Despite a line of potent storms that walloped quite a punch to the area surrounding NASA’s Wallops Flight Facility on the Virginia Coast last night, all systems are “go” for now for a launch set for tomorrow, November 2, where an Antares rocket will launch to bring the Cygnus cargo craft to the International Space Station. With a ten minute launch window that opens at 9:59am, the rocket launch should be visible across a large portion of the Mid Atlantic. The frontal system responsible for hundreds of thousands of people losing power Halloween night has cleared the coast, setting the stage for fair high pressure to return to the launch area and the broader area where the launch should be visible.
While not as stunning as a nighttime launch, the accelerating rocket should streak across the morning sky from New Jersey to North Carolina. Northrop Grumman is launching their Antares rocket for the 13th Cygnus cargo freighter on the 12th operational cargo delivery flight to the International Space Station. Known as Mission NG-12, the rocket will fly in the Antares 230 configuration, with two RD-181 first stage engines and a Castor 30XL second stage.

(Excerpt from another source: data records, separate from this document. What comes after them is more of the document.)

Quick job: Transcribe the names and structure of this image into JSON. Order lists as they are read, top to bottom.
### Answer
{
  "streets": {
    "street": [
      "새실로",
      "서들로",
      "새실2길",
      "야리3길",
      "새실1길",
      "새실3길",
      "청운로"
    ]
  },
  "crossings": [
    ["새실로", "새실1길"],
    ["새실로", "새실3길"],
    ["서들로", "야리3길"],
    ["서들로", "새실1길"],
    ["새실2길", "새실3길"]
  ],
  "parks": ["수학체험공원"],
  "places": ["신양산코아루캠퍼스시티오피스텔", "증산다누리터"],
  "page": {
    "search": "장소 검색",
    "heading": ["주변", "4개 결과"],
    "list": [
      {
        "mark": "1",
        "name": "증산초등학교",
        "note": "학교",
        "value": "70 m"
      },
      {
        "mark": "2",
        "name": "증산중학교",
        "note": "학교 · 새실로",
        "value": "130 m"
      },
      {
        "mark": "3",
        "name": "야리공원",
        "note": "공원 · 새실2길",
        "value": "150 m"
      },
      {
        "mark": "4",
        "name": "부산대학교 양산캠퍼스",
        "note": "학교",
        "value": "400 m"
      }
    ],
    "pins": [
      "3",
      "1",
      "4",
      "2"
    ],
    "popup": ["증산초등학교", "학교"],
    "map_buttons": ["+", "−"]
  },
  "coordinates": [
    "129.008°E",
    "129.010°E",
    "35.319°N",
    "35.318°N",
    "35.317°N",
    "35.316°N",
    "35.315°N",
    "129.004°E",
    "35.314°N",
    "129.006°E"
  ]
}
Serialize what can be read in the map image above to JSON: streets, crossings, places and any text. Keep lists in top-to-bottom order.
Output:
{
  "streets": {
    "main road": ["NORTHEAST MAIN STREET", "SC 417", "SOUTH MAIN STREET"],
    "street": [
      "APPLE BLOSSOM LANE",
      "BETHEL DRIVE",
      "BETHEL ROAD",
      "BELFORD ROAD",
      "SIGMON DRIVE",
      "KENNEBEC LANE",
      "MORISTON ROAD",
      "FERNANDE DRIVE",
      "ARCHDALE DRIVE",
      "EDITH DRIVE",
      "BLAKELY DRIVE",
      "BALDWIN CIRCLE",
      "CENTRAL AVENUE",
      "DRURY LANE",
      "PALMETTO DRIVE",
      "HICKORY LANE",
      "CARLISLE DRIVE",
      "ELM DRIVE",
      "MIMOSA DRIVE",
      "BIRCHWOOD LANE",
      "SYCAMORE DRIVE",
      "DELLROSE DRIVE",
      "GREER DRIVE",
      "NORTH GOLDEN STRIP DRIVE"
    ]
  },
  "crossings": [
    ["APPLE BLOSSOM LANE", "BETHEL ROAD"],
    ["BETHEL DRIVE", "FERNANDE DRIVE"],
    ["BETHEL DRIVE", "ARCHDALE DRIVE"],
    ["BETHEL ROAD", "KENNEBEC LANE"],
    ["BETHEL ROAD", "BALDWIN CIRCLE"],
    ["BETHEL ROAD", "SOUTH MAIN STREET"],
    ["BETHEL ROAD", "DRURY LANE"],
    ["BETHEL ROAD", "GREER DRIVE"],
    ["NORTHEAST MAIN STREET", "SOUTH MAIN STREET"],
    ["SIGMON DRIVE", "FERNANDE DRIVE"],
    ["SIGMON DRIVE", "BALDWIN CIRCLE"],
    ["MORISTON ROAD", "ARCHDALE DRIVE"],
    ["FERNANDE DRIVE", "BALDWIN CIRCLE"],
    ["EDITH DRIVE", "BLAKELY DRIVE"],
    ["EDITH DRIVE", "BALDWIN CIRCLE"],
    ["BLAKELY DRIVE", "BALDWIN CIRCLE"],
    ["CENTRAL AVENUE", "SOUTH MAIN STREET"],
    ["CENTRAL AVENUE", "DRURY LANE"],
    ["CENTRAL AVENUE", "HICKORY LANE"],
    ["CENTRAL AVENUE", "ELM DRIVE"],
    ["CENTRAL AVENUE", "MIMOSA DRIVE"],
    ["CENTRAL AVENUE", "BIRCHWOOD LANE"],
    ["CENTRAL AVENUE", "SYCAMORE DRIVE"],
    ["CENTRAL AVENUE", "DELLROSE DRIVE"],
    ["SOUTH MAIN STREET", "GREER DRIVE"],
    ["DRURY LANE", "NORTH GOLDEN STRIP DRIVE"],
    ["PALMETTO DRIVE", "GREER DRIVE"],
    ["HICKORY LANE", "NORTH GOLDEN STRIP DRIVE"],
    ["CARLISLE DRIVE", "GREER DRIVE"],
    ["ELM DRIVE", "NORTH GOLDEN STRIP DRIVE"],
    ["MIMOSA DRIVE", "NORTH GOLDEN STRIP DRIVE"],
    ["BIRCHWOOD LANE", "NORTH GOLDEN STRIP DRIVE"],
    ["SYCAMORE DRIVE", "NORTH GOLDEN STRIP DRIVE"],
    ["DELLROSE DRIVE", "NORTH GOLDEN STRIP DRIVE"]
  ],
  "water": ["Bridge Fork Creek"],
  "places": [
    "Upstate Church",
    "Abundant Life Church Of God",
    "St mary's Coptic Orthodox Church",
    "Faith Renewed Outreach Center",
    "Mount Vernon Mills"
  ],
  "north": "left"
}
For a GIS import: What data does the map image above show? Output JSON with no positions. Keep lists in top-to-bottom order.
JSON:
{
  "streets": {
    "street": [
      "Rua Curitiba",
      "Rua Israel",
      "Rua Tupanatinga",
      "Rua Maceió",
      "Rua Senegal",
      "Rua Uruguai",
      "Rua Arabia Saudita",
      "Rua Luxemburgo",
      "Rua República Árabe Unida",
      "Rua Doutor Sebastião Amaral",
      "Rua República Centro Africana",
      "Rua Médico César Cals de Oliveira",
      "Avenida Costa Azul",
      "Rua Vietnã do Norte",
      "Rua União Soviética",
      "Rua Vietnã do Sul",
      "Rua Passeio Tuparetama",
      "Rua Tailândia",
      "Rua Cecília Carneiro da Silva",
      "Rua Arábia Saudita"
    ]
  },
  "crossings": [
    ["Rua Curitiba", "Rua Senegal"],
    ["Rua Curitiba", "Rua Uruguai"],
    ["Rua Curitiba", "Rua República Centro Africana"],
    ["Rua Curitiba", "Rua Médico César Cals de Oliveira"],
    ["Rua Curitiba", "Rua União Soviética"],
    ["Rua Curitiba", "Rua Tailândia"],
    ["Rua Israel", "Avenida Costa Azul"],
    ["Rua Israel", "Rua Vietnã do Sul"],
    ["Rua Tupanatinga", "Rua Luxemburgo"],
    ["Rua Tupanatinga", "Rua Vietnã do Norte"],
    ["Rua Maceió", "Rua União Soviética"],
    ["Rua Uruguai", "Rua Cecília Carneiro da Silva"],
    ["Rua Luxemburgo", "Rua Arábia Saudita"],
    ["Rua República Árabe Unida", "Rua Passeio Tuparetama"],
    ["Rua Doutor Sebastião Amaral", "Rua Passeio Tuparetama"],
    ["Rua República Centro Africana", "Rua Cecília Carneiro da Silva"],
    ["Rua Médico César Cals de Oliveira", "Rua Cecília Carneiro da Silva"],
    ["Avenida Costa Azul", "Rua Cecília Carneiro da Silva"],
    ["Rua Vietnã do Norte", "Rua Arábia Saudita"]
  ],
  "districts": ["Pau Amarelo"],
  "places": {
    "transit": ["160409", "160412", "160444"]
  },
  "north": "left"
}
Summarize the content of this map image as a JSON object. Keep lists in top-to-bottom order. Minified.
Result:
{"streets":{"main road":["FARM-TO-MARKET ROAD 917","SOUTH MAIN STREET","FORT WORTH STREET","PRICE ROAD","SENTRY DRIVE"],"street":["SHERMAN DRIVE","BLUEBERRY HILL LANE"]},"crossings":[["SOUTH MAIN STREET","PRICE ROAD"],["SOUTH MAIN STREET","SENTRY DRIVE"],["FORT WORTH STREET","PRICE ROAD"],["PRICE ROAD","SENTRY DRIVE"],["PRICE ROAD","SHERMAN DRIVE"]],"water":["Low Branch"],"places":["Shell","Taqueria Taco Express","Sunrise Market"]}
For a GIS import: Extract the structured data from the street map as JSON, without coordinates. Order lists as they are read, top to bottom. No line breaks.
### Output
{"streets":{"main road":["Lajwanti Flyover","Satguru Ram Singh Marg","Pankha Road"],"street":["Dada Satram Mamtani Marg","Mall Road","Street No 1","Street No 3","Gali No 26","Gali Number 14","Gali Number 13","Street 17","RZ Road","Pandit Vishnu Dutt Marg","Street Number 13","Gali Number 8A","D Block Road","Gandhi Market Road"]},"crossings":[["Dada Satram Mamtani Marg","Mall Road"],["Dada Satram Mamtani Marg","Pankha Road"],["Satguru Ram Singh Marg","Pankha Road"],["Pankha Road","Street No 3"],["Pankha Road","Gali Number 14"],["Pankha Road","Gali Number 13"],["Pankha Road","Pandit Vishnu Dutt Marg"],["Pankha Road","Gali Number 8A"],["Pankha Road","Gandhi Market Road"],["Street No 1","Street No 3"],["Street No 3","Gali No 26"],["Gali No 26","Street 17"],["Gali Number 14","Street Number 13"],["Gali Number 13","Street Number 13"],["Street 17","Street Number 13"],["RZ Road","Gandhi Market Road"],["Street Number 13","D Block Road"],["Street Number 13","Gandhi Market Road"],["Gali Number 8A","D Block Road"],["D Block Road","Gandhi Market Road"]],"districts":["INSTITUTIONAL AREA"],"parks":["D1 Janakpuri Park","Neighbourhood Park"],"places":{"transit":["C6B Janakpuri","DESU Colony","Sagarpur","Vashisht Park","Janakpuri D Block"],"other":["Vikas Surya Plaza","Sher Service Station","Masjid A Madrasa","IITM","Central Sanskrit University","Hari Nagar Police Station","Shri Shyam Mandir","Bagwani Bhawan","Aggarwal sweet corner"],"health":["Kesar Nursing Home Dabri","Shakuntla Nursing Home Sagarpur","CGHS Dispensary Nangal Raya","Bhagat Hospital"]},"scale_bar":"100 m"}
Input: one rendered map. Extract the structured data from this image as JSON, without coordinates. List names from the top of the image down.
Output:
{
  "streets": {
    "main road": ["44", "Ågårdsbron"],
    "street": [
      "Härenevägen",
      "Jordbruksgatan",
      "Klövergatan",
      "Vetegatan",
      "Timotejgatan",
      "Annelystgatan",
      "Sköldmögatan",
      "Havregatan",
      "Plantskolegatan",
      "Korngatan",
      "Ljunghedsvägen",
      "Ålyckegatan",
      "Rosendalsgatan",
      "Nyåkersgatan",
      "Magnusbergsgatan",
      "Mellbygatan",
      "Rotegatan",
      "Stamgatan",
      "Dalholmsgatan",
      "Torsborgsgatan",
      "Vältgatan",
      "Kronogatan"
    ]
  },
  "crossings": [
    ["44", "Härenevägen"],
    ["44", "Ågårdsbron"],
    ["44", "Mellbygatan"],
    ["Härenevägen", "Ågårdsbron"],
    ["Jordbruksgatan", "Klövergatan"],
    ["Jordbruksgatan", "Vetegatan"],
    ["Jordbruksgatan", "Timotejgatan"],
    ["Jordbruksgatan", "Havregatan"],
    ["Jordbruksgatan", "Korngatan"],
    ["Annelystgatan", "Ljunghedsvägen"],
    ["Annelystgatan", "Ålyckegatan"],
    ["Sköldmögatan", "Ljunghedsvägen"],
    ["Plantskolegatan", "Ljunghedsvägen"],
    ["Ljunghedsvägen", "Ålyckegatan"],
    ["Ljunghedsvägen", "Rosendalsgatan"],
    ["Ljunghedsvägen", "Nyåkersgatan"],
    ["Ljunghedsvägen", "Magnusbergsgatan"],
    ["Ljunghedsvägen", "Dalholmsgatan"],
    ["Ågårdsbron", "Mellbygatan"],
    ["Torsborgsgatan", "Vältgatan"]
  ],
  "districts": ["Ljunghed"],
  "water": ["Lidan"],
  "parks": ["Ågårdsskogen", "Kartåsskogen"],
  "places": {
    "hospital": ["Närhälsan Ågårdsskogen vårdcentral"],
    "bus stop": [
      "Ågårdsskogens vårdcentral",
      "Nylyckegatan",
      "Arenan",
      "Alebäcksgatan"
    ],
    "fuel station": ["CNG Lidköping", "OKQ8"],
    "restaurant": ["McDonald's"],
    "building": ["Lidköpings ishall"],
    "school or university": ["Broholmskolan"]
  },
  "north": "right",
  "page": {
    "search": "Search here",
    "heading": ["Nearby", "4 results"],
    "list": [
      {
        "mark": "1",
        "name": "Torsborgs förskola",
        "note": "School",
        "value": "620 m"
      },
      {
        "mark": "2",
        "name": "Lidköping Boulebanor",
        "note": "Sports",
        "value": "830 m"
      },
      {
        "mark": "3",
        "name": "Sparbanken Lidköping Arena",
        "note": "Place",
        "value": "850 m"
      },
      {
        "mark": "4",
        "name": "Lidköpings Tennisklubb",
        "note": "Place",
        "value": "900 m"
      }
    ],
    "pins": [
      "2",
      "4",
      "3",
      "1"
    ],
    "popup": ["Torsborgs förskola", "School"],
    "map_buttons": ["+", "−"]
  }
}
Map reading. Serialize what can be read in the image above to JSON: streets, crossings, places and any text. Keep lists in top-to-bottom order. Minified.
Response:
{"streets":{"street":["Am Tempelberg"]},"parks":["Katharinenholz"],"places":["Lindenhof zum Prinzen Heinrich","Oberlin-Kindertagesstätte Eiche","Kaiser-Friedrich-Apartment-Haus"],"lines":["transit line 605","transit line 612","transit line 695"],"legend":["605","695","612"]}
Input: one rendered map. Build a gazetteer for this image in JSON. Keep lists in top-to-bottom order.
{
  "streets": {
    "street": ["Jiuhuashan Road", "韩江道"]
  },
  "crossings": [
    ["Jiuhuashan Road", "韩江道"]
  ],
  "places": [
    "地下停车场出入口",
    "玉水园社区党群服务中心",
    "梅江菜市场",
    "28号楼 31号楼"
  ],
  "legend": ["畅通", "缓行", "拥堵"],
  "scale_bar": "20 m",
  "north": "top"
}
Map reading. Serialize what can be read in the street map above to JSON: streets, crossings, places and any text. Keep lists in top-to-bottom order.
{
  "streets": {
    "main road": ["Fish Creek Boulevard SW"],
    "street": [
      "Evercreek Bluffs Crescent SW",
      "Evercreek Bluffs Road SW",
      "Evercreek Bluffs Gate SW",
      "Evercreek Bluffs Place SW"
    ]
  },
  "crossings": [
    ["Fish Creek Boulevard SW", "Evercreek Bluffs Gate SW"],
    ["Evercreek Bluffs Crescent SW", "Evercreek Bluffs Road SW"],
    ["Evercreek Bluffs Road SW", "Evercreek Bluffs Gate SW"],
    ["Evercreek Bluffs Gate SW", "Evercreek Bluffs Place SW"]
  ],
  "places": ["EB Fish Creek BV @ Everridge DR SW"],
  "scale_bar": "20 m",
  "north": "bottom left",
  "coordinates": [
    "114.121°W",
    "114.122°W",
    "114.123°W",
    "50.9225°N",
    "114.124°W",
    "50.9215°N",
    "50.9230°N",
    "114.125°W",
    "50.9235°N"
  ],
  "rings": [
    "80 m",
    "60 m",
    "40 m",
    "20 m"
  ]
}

The last launch of the Antares rocket at NASA Wallops occurred last spring in April that mission, the NG-11, brought 7.600 pounds of science and supplies to the ISS. It lifted off from Pad 0A on April 17 at 4:46pm ET; the NG-12 mission will use the same launch pad.
For those looking for an up-close view of the launch, the NASA Wallops visitors center will open their gates at 6am, providing the public with the opportunity to view Antares lifting off only 4 miles away. NASA TV will also broadcast the launch live on their network and on-line.